‘It is I, Lachaussée,’ cried the superintendent, for it was he. ‘I—I came to see what you wanted. You have been moaning bitterly in your sleep; I knew not what might happen to you.’
‘It was nothing,’ returned Gaudin. ‘I have drunk deeply this evening, and my sleep is fevered and troubled. Get you to bed yourself, and do not enter this room again except I summon you.’
Lachaussée departed without a word; and, as soon as he was gone, Sainte-Croix moved the bed from the wall and placed its foot against the door; he then once more lay down, but not for sleep. Every night-noise caused him to start up and listen anxiously for some minutes, in the apprehension that the treachery of Lachaussée might once more bring him to the room.
Daylight came slowly through the window, and the sound of the early artisans assembling in the court-yards for their work was heard below, when he at last sank into a deep and unbroken morning slumber.
CHAPTER VI.
MAÎTRE GLAZER, THE APOTHECARY, AND HIS MAN, PANURGE, DISCOURSE WITH THE PEOPLE ON POISONS—THE VISIT OF THE MARCHIONESS
There was plenty to occupy the gossips the morning after the events of the preceding chapters, in the good city of Paris. The capture of Exili, with all the additions and exaggerations that word of mouth could promulgate, formed the only topic of conversation; nothing else was canvassed by the little knots of idlers who collected at the corners of the Pont Neuf and on the quays.

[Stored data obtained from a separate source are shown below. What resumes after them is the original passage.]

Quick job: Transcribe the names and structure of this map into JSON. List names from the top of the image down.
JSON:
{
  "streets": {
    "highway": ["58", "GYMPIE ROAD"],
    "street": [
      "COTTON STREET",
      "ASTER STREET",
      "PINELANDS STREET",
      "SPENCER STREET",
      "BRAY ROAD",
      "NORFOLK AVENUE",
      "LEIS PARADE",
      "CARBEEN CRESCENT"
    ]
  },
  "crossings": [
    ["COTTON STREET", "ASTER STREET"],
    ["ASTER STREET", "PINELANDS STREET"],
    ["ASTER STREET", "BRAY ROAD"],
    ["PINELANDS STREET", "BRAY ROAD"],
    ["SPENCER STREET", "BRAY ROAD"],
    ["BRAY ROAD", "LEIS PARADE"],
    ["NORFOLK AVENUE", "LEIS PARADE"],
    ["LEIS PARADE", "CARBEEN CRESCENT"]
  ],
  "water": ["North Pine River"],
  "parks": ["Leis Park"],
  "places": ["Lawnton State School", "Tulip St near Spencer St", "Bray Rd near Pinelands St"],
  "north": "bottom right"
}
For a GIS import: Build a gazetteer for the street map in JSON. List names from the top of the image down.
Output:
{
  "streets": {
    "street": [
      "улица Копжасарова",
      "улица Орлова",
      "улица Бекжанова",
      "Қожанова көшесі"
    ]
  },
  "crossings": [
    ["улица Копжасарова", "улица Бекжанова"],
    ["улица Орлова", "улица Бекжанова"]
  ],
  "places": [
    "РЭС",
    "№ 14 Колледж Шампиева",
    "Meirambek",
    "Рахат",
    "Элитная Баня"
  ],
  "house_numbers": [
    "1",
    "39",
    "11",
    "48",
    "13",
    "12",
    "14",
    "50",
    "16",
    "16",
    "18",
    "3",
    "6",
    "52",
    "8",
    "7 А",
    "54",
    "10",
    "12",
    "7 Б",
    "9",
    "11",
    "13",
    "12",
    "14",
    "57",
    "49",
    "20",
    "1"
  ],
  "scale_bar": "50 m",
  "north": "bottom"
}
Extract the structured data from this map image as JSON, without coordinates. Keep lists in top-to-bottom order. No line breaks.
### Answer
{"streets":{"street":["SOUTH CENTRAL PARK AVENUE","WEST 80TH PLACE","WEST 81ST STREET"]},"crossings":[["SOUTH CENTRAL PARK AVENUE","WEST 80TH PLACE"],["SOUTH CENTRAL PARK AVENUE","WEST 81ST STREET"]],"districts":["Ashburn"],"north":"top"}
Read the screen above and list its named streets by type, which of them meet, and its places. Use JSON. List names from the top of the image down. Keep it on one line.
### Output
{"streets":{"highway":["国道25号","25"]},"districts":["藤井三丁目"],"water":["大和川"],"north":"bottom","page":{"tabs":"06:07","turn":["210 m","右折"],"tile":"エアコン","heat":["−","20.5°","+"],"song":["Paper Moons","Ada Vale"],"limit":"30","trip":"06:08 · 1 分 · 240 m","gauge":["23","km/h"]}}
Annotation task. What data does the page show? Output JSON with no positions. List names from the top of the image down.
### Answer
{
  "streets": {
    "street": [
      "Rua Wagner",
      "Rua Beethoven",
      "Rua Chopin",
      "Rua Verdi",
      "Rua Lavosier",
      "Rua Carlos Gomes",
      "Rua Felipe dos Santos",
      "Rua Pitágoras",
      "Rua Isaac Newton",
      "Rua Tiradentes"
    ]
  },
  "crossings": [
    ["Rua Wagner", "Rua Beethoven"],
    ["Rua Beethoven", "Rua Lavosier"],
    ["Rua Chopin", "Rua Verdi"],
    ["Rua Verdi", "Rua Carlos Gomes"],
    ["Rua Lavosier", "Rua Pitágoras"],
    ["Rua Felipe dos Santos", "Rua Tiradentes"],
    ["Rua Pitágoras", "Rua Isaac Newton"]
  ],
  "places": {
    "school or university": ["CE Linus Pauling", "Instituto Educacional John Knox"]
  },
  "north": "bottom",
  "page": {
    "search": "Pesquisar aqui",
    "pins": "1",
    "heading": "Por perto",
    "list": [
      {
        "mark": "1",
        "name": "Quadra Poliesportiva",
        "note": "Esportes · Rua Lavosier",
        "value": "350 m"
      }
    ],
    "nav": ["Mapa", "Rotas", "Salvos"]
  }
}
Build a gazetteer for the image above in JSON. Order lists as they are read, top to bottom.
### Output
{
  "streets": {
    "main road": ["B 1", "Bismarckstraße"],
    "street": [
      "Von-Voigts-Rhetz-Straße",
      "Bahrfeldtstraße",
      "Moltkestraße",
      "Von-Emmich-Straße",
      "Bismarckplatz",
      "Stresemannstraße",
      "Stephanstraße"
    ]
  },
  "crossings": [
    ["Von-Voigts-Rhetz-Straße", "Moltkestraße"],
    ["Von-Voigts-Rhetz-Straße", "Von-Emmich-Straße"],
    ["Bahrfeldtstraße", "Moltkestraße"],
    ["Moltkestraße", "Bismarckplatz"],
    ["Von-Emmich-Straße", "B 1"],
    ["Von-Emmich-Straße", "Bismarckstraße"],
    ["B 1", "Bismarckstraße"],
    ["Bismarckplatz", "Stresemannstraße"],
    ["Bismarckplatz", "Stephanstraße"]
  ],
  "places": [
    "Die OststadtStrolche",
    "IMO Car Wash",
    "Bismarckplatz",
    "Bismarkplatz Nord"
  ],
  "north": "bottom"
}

There were few newspapers then to spread their simultaneous intelligence over the city. The first important journal, established under the auspices of Colbert, as yet appealed to a very limited number of the citizens beyond the scientific, and those interested in manufacturing and commercial improvements. There was a weekly paper, to be sure, from which the eager populace might have gained some news, had the occurrences come within the range of its time of publication; and the subject would have been dilated upon with especial care, for its originator was a physician. Le Docteur Renaudot had found, as the medical men of the present day are aware, that a knowledge of the current events of the time was thought as much of in a physician, by his patients, as a knowledge of his profession; and so he cultivated its acquisition to his great profit. But when a healthy season came, and he had less to do and talk about, it struck him that some advantage might accrue from distributing his news generally, in a printed form. He did so; the plan succeeded; and to this circumstance is the origin of the French press to be traced.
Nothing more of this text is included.